Habertürk
    Takipde Kalın!
      Günlük gelişmeleri takip edebilmek için habertürk uygulamasını indirin

        YAKALANDIĞI ve bir güzel savaşıp atlattığı yumurtalık kanseri hikâyesinden sonra ilk kez karşılaşıyorum Bahar Korçan’la. Eskiden güçlü ama serin sularda yüzen cool bir kadın gibi gelirdi bana. Şimdi ise sıcaklığı uzaktan bile hissediliyor. “Neden diye soruyor insan, ben ne yaptım da böyle bir hastalığa sahip oldum...” sözleriyle hastane günlerini özetledi. Kendi başına kaldığı anlarda kişisel sorgulamasını yaptığından, hastalık psikolojisinden bahsetti uzun uzun. Seni öldürmeyen şey güçlendirir hesabı, bu hikâyeden nasıl güçlenerek çıktığını... O söylemese bilmiyordum ama en tehlikeli hastalıklardan biri olmasına rağmen yumurtalık kanserine yakalanan bir kadın, hastalığını gönül rahatlığıyla dile getiremiyormuş bile. Saklanmak, kendi içinde yaşamak zorunda kalıyormuş. O bile ünlü ve güçlü olmasının bir yararını görmemiş hastalık döneminde. Özellikle hayat arkadaşları tarafından anlaşılamıyormuş kadınlar. Zaten Bahar Korçan da bu yolculuk sırasında eşi tarafından yalnız bırakılanlar arasına katılmış. “Hastalığa yakalanan kadınlar kadar hayatlarındaki adamların da rehabilite edilmesi gerekiyor, kimse ne yapacağını bilmiyor” dedi tüm samimiyetiyle. Bu yüzden doktoru Prof. İlkkan Dünder’le birleşerek Pembe İzler Derneği’nin çatısı altında bir farkındalık kampanyası başlatmaya karar vermişler.
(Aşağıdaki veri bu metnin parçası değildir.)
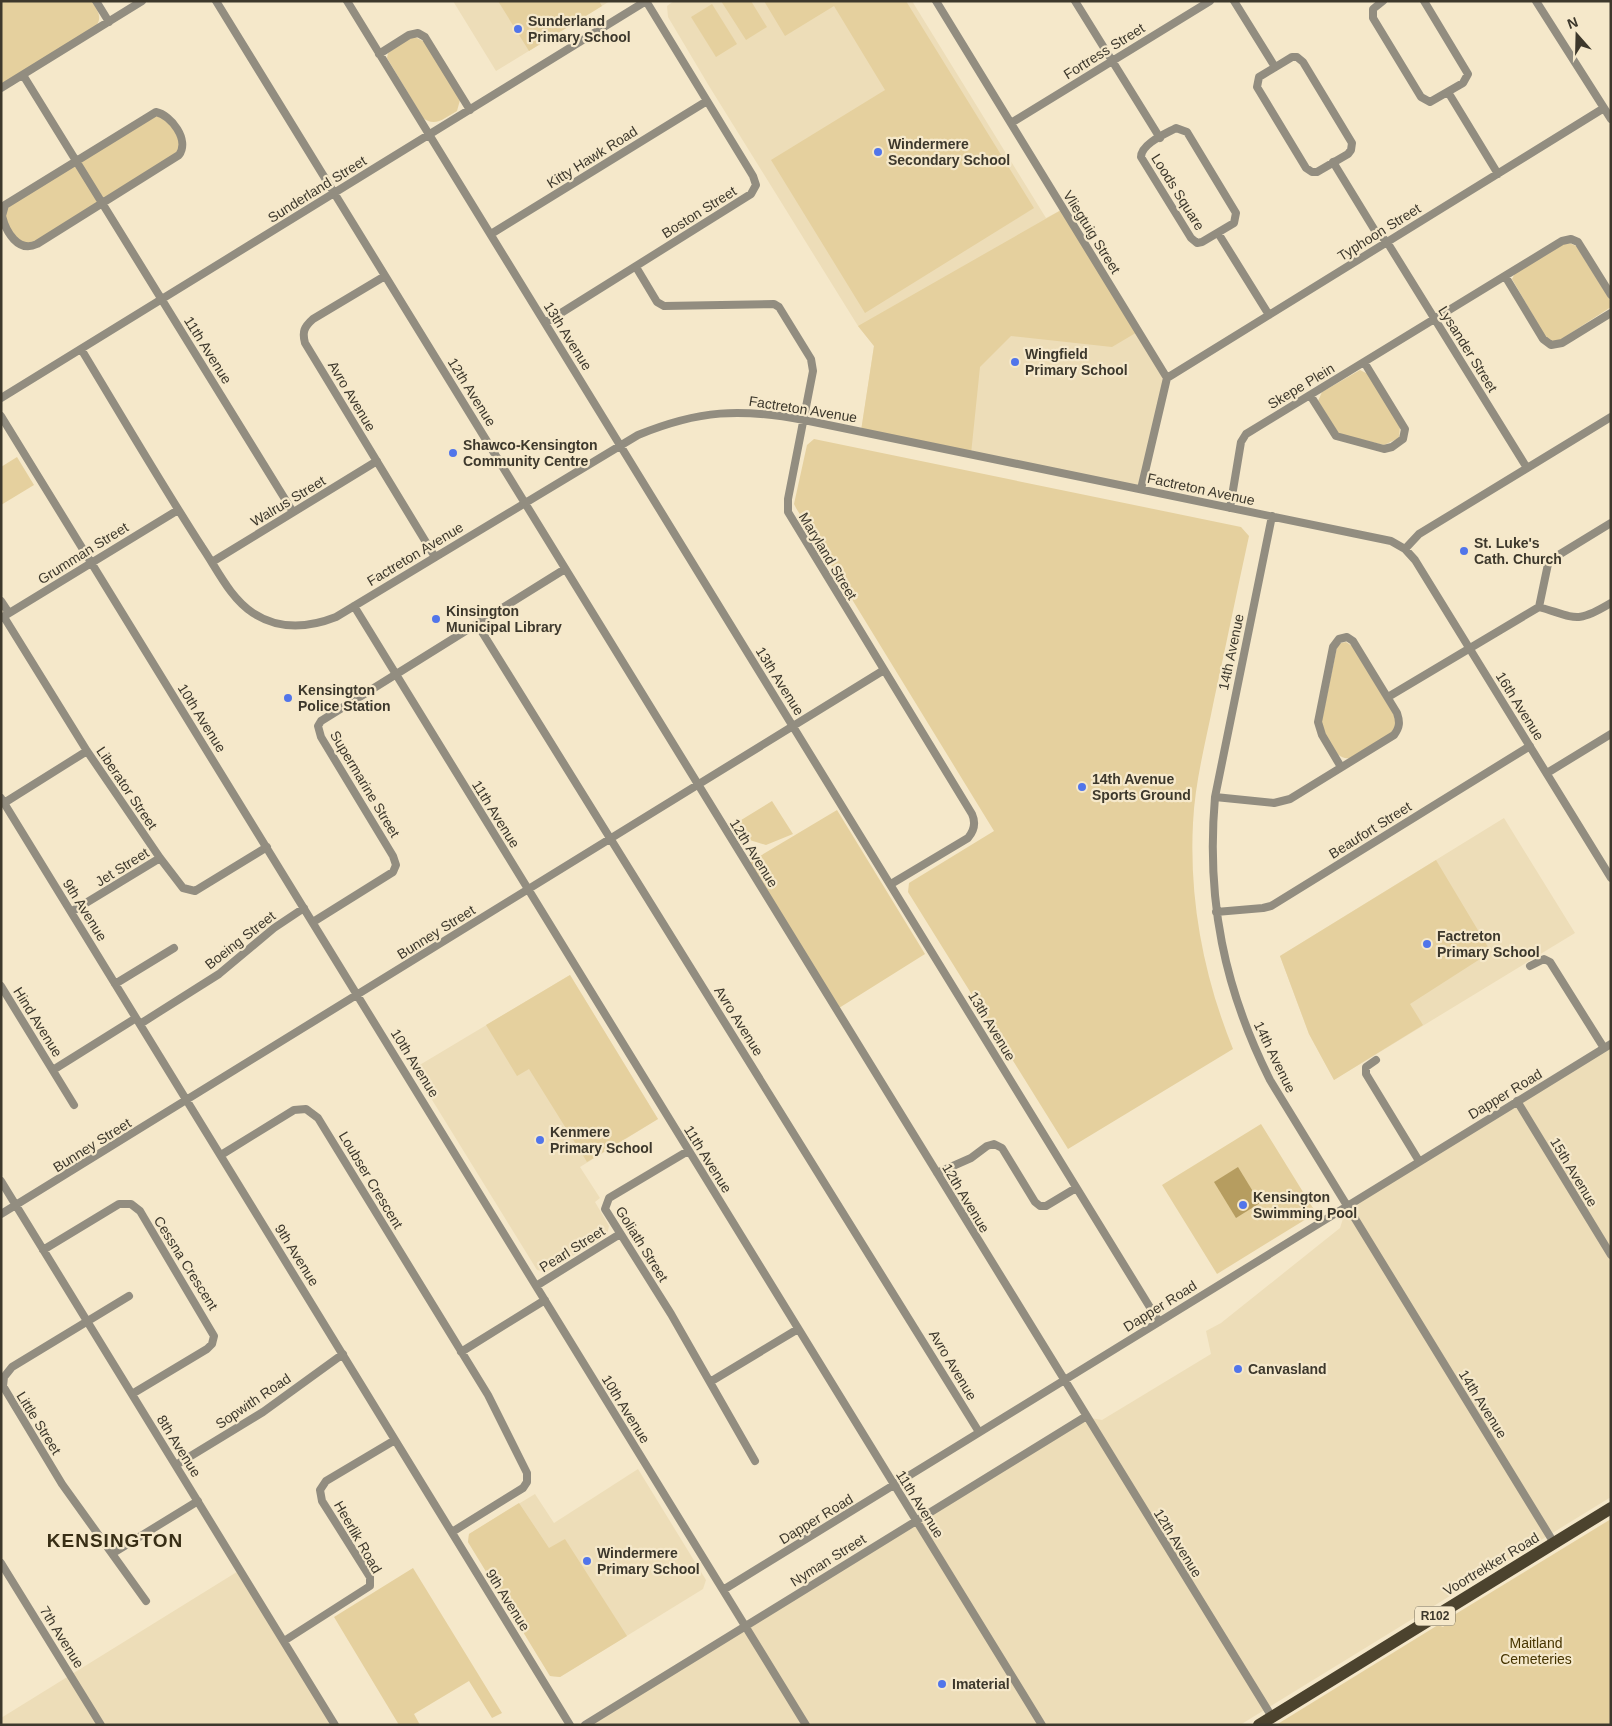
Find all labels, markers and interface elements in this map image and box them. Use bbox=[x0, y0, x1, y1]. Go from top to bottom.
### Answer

Olayın ayrıntılarını Sofa Hotel’in sanat katında, Elif Tapan’ın hazırladığı dostani bir yemekte anlattılar. 8 Mayıs Dünya Yumurtalık Kanseri Günü’ne Türkiye’de dikkat çekebilmek için harekete geçmişler bile. Bu yolculukta Love My Body markasına kapsül koleksiyon hazırlayan Korçan, dernekte toplanacak paralar sayesinde yardıma muhtaç kimselerin tedavilerini üstlenmek istiyor.

        Mamut Art zamanı

        KÜÇÜKÇİFTLİK Park, her sene olduğu gibi bu sene de Mamut Art Project için kapılarını açtı. Pazar gününe kadar sürecek sanat etkinliği daha görücüye çıkmadan bir basın grubuna Ferhan İstanbullu önderliğinde gezdirildi. ‘Erişilebilir Sanat Festivali’ olarak anabileceğimiz Mamut Art, genç sanatçıların mezun olduktan sonra belirli bir tanınırlığa ulaşana kadar yaşadıkları zorlu süreci kolaylaştırmayı, henüz galerisi olmayan sanatçıları bizlerle buluşturmayı hedefleyerek ortaya çıkmış bir format. Sanatçıya destek veren az sayıdaki etkinlikten biri. Şehir yaşamı içinde sıradanlaşan inşaat eylemine farklı bakışlar getiren ‘Hallederiz İnş. Kooperatifi’ isimli işler ve Eren Onurlu’nun eseri ilk dikkati çekenlerdendi. Ziyafettin Oğuz’un çizdiği ikonik kadın karakterlerimizin minyatür resimleri ise çok etkileyiciydi. Semiha Berksoy, Aysel Gürel ve Bahriye Üçok gibi isimleri bir arada görmek iyi geldi. Konuyla ilgili son bir güzel haber: Bin başvuru içinden seçilen 50 başarılı işi görmek öğrenciler için ücretsiz.

        Acılı parti

        SEÇİM sonrası havalar da ısınınca İstanbul gece hayatı tutkunları yine canlanmaya başladı. Fakat insanlar gece çıktığında rahat rahat eğlenebileceği yerler konusunda sıkıntı yaşadığından özel partiler beklenmeye başlandı tabii. İşte bu yüzden önceki gece verilen yeni ve acılı Doritos ürünlerinin tanıtıldığı gecede ufak bir izdiham vardı. Gecenin ev sahipliğini Özge Ulusoy yapıyordu, bu izdihamın sebebi buydu aslında. Kadını erkeği Özge’yi göz hapsine almış inceliyor. Özge bu ara çok iyi beslenemediği için sıfır beden ötesi bir alde olduğundan hemcinslerinin sinir katsayısını daha da ileri bir seviyeye çekmiştir eminim.